[INSTRUCTIONS FOR THE TASK] Please copy exactly the lines from the top of the data through the line containing "flex:none; width:38px; height:38px;", and nothing else.

Stored data
○ ○ ○ ○ ○ ○ ○

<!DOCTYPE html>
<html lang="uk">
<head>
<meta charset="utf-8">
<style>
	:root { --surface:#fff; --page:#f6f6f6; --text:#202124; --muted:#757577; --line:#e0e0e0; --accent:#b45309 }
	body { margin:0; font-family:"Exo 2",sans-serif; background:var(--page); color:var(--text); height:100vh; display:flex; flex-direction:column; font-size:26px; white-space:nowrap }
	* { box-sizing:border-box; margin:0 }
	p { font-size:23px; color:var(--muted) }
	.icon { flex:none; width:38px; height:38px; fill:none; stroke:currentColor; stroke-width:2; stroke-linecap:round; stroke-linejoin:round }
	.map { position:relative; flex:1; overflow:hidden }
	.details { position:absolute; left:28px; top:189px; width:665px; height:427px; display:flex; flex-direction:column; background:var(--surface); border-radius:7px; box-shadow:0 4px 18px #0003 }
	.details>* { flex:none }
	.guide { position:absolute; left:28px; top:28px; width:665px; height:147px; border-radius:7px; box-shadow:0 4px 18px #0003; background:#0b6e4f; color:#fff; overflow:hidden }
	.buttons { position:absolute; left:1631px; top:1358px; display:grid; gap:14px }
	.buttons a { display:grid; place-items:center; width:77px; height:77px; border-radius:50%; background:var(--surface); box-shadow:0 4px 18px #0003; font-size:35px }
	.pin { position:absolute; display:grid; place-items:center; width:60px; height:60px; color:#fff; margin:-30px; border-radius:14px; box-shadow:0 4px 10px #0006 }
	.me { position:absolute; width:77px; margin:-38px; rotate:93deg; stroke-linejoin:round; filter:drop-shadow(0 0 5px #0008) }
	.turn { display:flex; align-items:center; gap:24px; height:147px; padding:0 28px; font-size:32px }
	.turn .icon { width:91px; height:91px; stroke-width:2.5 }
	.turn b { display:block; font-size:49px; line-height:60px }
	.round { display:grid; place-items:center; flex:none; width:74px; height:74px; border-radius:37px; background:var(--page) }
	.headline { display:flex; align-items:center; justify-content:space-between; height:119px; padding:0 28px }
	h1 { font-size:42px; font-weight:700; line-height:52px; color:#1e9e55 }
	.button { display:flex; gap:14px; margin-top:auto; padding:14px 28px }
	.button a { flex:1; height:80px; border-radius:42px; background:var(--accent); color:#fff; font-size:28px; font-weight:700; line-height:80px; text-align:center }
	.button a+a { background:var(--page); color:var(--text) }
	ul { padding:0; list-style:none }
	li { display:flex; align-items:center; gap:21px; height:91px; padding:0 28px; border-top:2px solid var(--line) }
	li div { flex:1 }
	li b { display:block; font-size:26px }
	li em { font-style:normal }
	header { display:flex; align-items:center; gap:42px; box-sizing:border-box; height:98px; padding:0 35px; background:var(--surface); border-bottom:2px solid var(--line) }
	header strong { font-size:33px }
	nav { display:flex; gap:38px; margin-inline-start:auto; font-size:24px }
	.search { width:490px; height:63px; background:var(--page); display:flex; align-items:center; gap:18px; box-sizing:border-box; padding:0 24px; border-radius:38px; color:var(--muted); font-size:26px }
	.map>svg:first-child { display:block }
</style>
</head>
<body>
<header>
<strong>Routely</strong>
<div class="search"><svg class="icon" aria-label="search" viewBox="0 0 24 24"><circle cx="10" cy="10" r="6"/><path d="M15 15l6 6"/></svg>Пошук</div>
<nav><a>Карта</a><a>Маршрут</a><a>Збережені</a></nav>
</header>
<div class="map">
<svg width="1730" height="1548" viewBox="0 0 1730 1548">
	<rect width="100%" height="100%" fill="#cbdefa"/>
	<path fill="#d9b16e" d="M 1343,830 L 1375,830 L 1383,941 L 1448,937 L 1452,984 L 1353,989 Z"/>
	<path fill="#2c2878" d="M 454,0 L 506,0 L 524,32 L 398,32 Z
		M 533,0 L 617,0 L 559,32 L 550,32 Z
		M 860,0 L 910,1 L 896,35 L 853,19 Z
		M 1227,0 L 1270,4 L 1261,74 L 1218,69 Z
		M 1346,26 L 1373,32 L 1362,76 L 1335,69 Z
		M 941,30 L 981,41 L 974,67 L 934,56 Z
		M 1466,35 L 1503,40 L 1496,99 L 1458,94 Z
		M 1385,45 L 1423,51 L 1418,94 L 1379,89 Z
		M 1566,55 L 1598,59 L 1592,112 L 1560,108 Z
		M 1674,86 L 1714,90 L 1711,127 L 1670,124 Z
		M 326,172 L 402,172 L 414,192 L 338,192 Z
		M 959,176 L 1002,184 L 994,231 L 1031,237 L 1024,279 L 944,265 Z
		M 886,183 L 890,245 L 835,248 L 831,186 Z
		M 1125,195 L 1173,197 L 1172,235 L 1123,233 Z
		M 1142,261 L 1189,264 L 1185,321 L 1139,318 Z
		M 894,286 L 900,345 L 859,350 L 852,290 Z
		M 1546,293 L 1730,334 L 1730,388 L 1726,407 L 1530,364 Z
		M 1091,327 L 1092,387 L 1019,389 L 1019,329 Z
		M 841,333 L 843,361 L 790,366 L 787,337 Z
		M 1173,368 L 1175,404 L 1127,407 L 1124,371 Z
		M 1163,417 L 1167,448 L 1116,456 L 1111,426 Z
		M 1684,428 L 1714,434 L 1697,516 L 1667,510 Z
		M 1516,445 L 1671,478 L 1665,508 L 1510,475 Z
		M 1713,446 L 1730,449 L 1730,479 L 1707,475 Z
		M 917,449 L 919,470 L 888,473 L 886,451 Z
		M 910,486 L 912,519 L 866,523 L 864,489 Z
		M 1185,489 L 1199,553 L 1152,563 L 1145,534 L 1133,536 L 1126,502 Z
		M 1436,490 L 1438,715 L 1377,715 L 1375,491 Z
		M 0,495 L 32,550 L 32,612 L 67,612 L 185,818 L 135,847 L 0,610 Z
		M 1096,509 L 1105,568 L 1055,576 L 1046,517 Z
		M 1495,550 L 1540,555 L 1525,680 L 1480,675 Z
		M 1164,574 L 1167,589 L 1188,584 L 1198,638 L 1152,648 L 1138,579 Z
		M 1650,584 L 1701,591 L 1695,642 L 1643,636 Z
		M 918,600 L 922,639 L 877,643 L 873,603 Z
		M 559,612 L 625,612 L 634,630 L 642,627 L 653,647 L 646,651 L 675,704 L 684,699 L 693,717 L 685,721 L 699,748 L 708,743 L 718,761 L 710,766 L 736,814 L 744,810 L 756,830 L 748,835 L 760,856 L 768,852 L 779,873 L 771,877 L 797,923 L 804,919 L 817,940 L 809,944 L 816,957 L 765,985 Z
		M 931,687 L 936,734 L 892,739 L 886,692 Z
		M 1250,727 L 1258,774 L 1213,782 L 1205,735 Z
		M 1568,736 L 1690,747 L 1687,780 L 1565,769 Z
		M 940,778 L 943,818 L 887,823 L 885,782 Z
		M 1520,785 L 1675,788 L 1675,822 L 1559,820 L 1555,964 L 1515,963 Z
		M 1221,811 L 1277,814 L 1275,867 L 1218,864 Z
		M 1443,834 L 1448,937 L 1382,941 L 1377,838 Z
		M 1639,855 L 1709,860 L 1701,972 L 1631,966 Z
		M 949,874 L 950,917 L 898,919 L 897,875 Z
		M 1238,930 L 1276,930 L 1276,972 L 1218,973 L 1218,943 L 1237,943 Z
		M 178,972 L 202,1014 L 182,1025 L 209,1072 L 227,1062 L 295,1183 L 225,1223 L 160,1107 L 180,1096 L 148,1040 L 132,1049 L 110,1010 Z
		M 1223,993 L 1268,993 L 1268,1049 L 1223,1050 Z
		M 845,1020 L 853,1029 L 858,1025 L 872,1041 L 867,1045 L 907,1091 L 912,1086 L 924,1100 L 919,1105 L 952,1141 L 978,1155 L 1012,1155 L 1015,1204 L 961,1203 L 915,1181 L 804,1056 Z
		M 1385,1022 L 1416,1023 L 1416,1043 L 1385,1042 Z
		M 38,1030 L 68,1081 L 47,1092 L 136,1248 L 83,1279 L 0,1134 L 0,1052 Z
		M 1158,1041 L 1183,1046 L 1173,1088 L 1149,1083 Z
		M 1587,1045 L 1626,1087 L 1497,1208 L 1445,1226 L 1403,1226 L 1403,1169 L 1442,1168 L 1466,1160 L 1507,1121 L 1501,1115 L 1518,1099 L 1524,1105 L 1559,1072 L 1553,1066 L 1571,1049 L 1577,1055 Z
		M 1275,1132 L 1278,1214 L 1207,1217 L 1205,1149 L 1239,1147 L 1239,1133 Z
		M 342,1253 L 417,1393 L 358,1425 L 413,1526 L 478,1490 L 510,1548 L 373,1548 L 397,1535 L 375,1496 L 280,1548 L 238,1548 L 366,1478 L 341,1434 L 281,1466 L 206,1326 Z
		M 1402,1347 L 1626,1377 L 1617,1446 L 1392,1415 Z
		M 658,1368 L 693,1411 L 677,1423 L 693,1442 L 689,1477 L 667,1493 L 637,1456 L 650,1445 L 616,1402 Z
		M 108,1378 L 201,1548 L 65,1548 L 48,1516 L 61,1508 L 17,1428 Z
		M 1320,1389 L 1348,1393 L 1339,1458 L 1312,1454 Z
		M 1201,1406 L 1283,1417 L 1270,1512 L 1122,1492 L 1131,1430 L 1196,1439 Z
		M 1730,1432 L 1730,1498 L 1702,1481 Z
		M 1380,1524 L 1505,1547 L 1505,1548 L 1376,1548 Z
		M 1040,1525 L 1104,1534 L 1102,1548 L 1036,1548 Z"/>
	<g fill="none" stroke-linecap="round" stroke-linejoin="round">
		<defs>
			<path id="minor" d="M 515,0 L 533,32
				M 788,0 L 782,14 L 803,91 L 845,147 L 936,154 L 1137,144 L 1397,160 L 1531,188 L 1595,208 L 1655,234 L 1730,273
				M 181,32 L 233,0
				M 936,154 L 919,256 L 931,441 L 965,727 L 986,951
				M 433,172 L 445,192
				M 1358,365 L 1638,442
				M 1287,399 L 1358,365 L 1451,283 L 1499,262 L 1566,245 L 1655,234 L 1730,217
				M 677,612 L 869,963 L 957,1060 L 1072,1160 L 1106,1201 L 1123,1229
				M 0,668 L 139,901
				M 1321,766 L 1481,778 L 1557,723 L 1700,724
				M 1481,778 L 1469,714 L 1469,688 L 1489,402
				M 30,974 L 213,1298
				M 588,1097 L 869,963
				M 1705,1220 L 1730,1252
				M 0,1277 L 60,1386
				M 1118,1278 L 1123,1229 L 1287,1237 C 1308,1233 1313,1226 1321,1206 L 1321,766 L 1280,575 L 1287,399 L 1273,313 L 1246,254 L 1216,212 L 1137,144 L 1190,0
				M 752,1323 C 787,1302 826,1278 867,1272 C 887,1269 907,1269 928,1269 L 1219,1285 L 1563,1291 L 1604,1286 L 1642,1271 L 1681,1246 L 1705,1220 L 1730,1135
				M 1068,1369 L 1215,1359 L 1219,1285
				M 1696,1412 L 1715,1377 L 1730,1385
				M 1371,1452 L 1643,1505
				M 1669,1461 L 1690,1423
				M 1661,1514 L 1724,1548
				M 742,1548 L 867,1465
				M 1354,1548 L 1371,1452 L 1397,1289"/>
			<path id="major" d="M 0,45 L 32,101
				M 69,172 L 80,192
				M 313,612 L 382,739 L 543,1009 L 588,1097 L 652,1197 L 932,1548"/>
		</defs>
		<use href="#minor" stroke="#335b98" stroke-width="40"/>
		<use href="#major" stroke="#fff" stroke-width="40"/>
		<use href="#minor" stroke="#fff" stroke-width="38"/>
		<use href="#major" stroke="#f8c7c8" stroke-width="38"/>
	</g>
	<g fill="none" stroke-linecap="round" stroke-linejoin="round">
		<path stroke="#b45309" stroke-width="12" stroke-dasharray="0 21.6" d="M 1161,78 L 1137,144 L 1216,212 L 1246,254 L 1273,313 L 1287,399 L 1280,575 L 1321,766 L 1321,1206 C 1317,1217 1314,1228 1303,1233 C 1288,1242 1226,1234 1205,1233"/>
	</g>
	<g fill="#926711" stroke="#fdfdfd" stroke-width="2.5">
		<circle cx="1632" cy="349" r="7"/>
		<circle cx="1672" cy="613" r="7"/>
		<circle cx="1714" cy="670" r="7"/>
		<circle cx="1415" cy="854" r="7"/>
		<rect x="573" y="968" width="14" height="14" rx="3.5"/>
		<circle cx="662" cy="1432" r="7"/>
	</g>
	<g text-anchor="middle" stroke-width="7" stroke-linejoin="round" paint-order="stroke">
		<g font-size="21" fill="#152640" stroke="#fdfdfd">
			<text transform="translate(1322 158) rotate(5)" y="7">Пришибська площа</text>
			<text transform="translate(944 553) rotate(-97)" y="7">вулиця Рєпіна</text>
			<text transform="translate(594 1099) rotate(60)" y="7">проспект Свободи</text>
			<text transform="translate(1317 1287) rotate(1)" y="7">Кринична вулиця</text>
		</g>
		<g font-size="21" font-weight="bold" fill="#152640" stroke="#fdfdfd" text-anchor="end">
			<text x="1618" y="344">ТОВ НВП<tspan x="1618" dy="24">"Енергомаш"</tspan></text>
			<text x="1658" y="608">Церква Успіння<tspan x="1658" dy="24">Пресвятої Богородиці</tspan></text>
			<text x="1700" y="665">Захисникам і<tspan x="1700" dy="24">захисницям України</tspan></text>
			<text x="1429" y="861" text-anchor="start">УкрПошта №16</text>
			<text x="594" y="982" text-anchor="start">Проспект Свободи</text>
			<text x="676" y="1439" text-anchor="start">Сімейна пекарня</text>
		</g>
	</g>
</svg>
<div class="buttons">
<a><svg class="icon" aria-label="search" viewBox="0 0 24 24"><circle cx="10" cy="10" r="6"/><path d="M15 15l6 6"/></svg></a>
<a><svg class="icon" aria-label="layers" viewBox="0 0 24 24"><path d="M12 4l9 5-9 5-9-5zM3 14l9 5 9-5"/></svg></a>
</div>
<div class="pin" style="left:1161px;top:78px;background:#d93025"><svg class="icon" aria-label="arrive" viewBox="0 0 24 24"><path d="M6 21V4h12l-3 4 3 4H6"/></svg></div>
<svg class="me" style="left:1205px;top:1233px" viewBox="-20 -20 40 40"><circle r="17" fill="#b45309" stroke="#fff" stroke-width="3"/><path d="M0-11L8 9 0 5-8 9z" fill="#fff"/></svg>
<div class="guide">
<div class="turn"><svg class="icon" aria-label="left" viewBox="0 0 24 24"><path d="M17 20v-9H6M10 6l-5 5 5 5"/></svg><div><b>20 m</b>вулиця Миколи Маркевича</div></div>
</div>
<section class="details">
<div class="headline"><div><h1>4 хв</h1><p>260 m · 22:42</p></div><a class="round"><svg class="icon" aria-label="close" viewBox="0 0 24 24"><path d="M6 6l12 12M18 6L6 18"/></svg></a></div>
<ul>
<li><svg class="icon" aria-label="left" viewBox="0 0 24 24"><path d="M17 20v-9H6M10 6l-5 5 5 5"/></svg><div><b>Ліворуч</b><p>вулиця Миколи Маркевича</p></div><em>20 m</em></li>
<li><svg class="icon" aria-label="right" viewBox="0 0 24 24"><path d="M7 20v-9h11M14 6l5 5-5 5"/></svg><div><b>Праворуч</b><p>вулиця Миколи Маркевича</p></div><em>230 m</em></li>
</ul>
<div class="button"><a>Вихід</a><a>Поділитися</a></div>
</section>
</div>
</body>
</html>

○ ○ ○ ○ ○ ○ ○

[SOLUTION BELOW]
<!DOCTYPE html>
<html lang="uk">
<head>
<meta charset="utf-8">
<style>
	:root { --surface:#fff; --page:#f6f6f6; --text:#202124; --muted:#757577; --line:#e0e0e0; --accent:#b45309 }
	body { margin:0; font-family:"Exo 2",sans-serif; background:var(--page); color:var(--text); height:100vh; display:flex; flex-direction:column; font-size:26px; white-space:nowrap }
	* { box-sizing:border-box; margin:0 }
	p { font-size:23px; color:var(--muted) }
	.icon { flex:none; width:38px; height:38px; fill:none; stroke:currentColor; stroke-width:2; stroke-linecap:round; stroke-linejoin:round }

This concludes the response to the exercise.